Modern audio amplifiers fall into several classes. If a person does not have experience in setting up audio equipment and working with acoustics, class designations will not tell you anything. Meanwhile, these letter markings hide specific characteristics and indicators that affect the quality of sound equipment. Below we will talk in more detail about what classes of sound amplifiers are, as well as methods for selecting equipment for specific tasks.

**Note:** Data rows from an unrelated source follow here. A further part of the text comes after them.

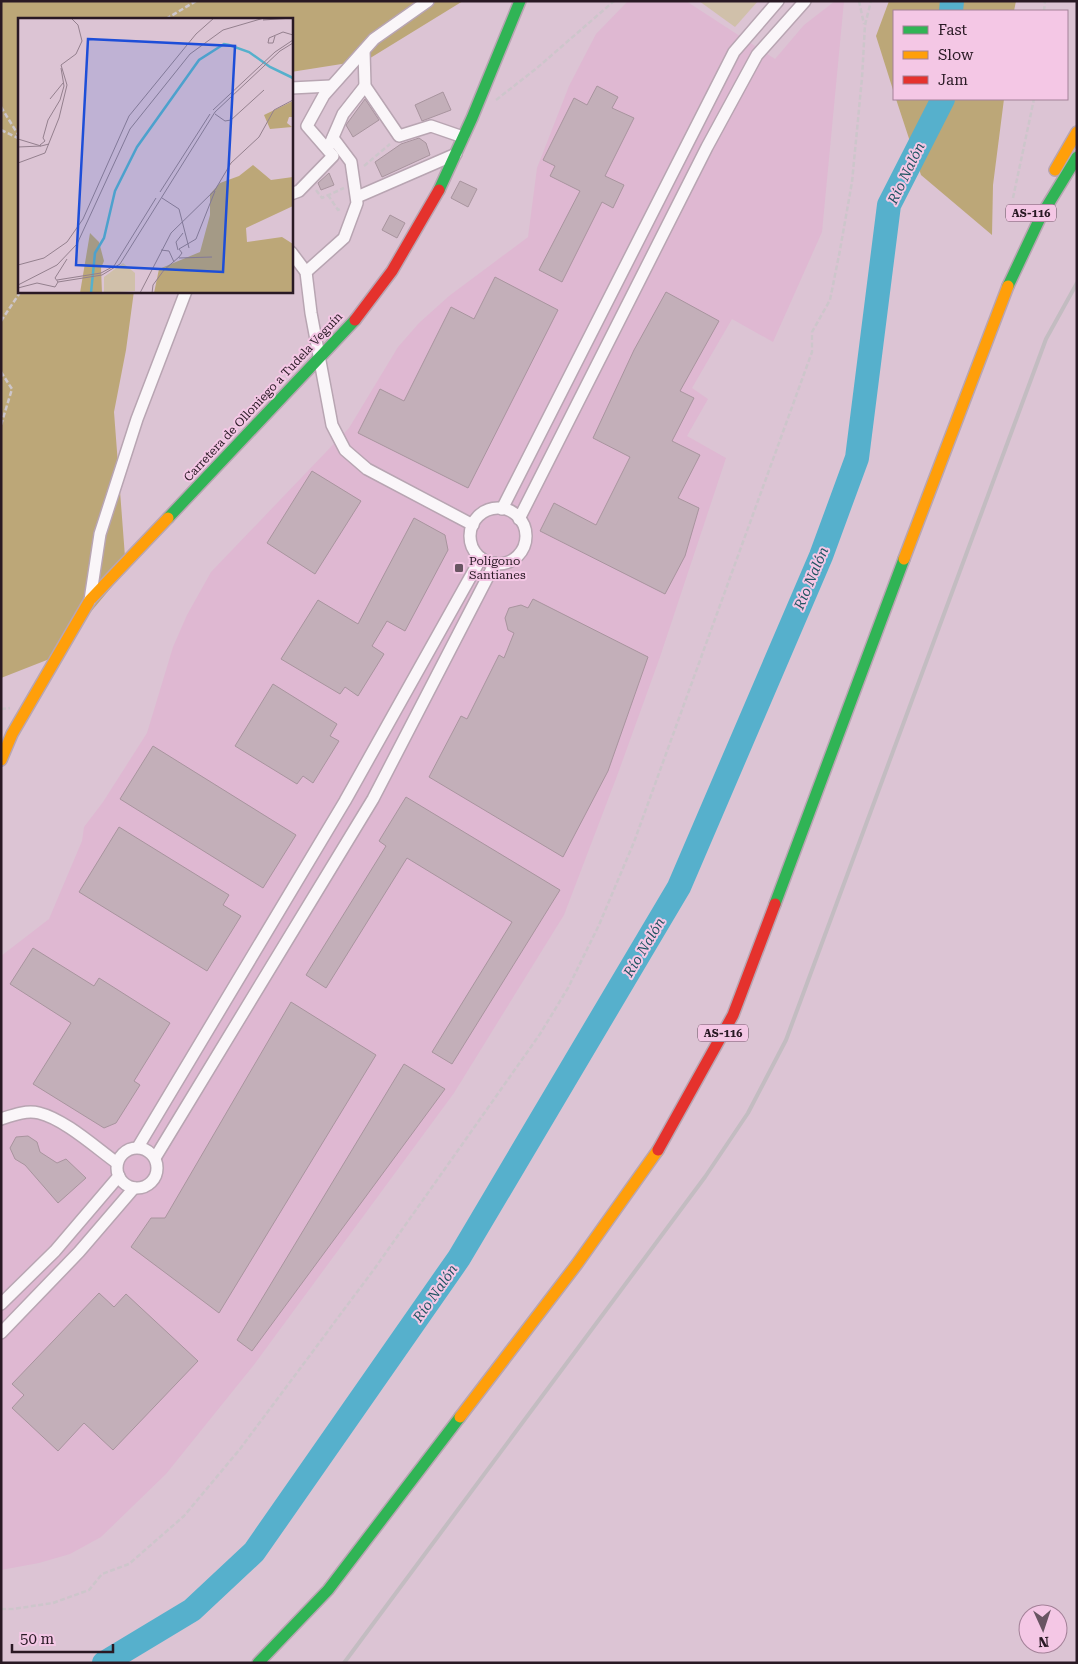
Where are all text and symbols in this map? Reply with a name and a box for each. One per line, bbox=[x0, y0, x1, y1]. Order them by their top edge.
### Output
legend bbox=[893, 10, 1068, 100]
inset map bbox=[18, 18, 292, 292]
text: Fast bbox=[938, 21, 968, 39]
text: Slow bbox=[938, 46, 974, 64]
text: Jam bbox=[938, 71, 968, 89]
water label: Río Nalón bbox=[884, 139, 928, 207]
road number: AS-116 bbox=[1006, 204, 1056, 222]
street label: Carretera de Olloniego a Tudela Veguín bbox=[181, 309, 345, 484]
water label: Río Nalón bbox=[790, 544, 831, 612]
place label: Polígono Santianes bbox=[469, 554, 526, 582]
marker: Polígono Santianes bbox=[453, 562, 465, 574]
water label: Río Nalón bbox=[620, 914, 668, 980]
road number: AS-116 bbox=[698, 1024, 748, 1042]
water label: Río Nalón bbox=[409, 1261, 461, 1325]
north arrow bbox=[1018, 1604, 1068, 1654]
scale bar bbox=[12, 1622, 114, 1654]
text: 50 m bbox=[20, 1630, 55, 1648]
text: N bbox=[1038, 1634, 1049, 1650]

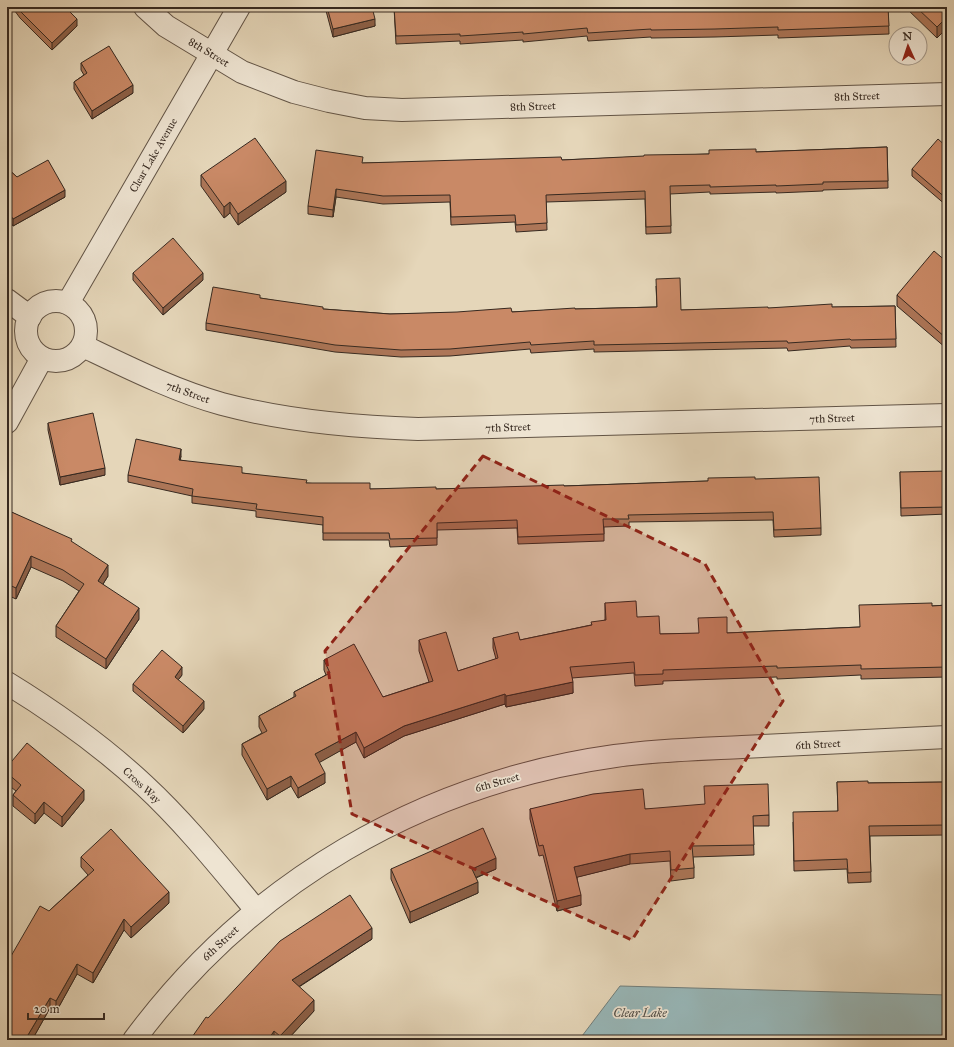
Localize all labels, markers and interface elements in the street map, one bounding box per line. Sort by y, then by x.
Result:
north arrow [888,26,928,66]
text: N [902,30,913,43]
street label: 8th Street [186,35,232,70]
street label: 8th Street [834,89,880,104]
street label: 8th Street [510,99,556,114]
street label: Clear Lake Avenue [127,115,180,195]
street label: 7th Street [164,379,212,406]
street label: 7th Street [809,411,855,426]
street label: 7th Street [485,420,531,435]
street label: 6th Street [795,737,841,752]
street label: Cross Way [120,765,164,807]
street label: 6th Street [474,770,521,795]
street label: 6th Street [199,923,241,964]
scale bar [28,995,104,1021]
text: 20 m [34,1002,60,1016]
water label: Clear Lake [613,1006,667,1020]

What is an amplifier class
Amplifier class is the level of the output signal formed from the input signal during the operation of the acoustic installation. In one cycle, this signal changes in a certain range.

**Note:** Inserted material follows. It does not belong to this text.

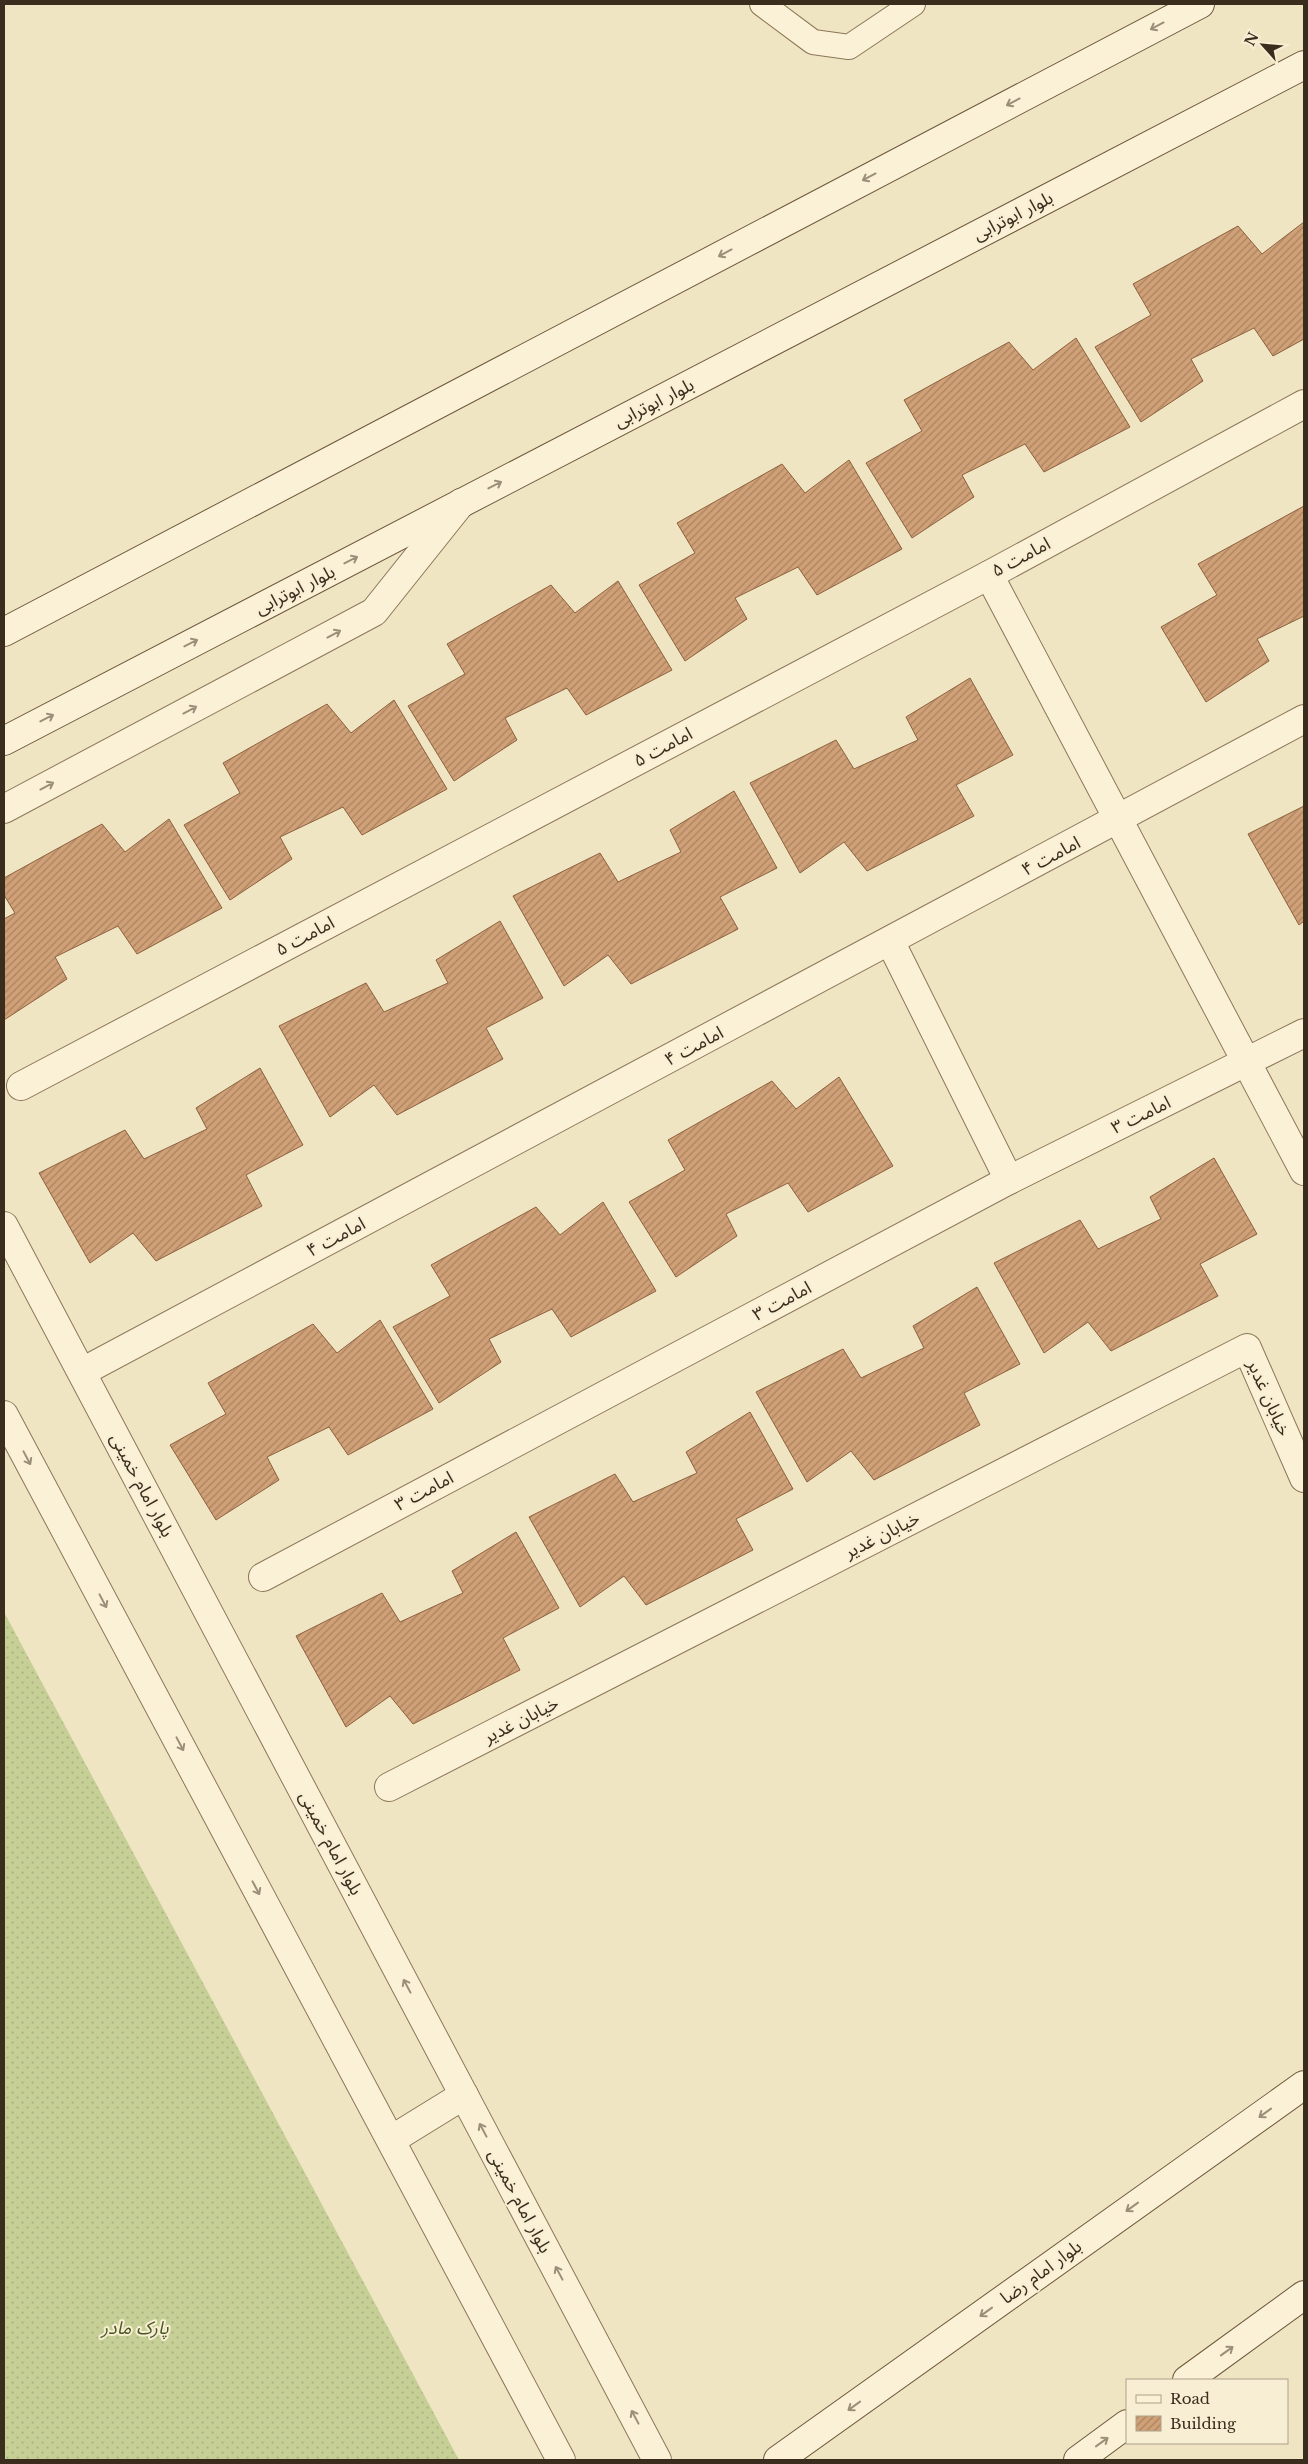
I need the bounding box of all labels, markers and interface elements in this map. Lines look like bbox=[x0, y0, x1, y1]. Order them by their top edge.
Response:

Frequency converters are divided into categories depending on the linearity characteristics of the technology used for amplification. There are models with the required accuracy of reproducing the initial LF and ULF signals, as well as nonlinear circuits. In the second case, the sound signal is reproduced with less accuracy, but the efficiency is higher.
Minuses
Continuing the topic of reducing energy consumption, it is impossible not to note the fact that the transition from class A to class AB gave a much more significant increase in amplifier efficiency than the transition from AB to G or H. At the same time, class D surpasses all previous classes in energy efficiency much more significantly , and against its background the difference between class AB and classes G/H begins to seem completely insignificant. In light of this, the issue of technically more complex circuitry of classes G and H comes to the fore. In fact, this design is one and a half to two times more complex than a conventional class AB with all the ensuing risks of reduced reliability and stability of operation.
Amplifier classification
Classification of sound amplifiers by class involves division into two groups. The first group includes devices A, B, AB and C. They have similar conductivity indicators. The transistor is installed in a position between on and off.
TOP best amplifiers by sound quality
The second group includes devices marked D, E, F, G, S, H and T. These devices are also called switching devices. To work here, the principle of pulse modulation is used, as well as modern digital techniques for the continuous passage of the signal between the off and on positions. The result is the desired output signal in the saturation range.
Below is a table comparing the characteristics of amplifiers of the first group, which includes models A, B, AB and C. They are more often taken for consideration, while the amplifiers of the second group represent different variations with average performance for use in specific conditions.
Characteristics | A | IN | AB | WITH |
Theoretical efficiency | 50% | 78% | Depends on the selected mode | 100% |
Real efficiency | 15-30% | 50-60% | 40-50% | 80-100% |
Nonlinear distortion | small | high | average | high |
Power consumption | constant | depends on output parameters | depends on output parameters | depends on output parameters |
Thermal stability | low | high | average | high |
Practice
Tube circuit design is a delicate matter, so most manufacturers practice improving one particular combination of tube operating mode and amplification class. The desire of developers to obtain an ideal (according to their ideas) sound and the subsequent rejection of any alternative methods of switching on lamps is quite understandable, but when searching for a test subject, our task was exactly the opposite: to be able to compare the same set of lamps in at least two versions inclusions.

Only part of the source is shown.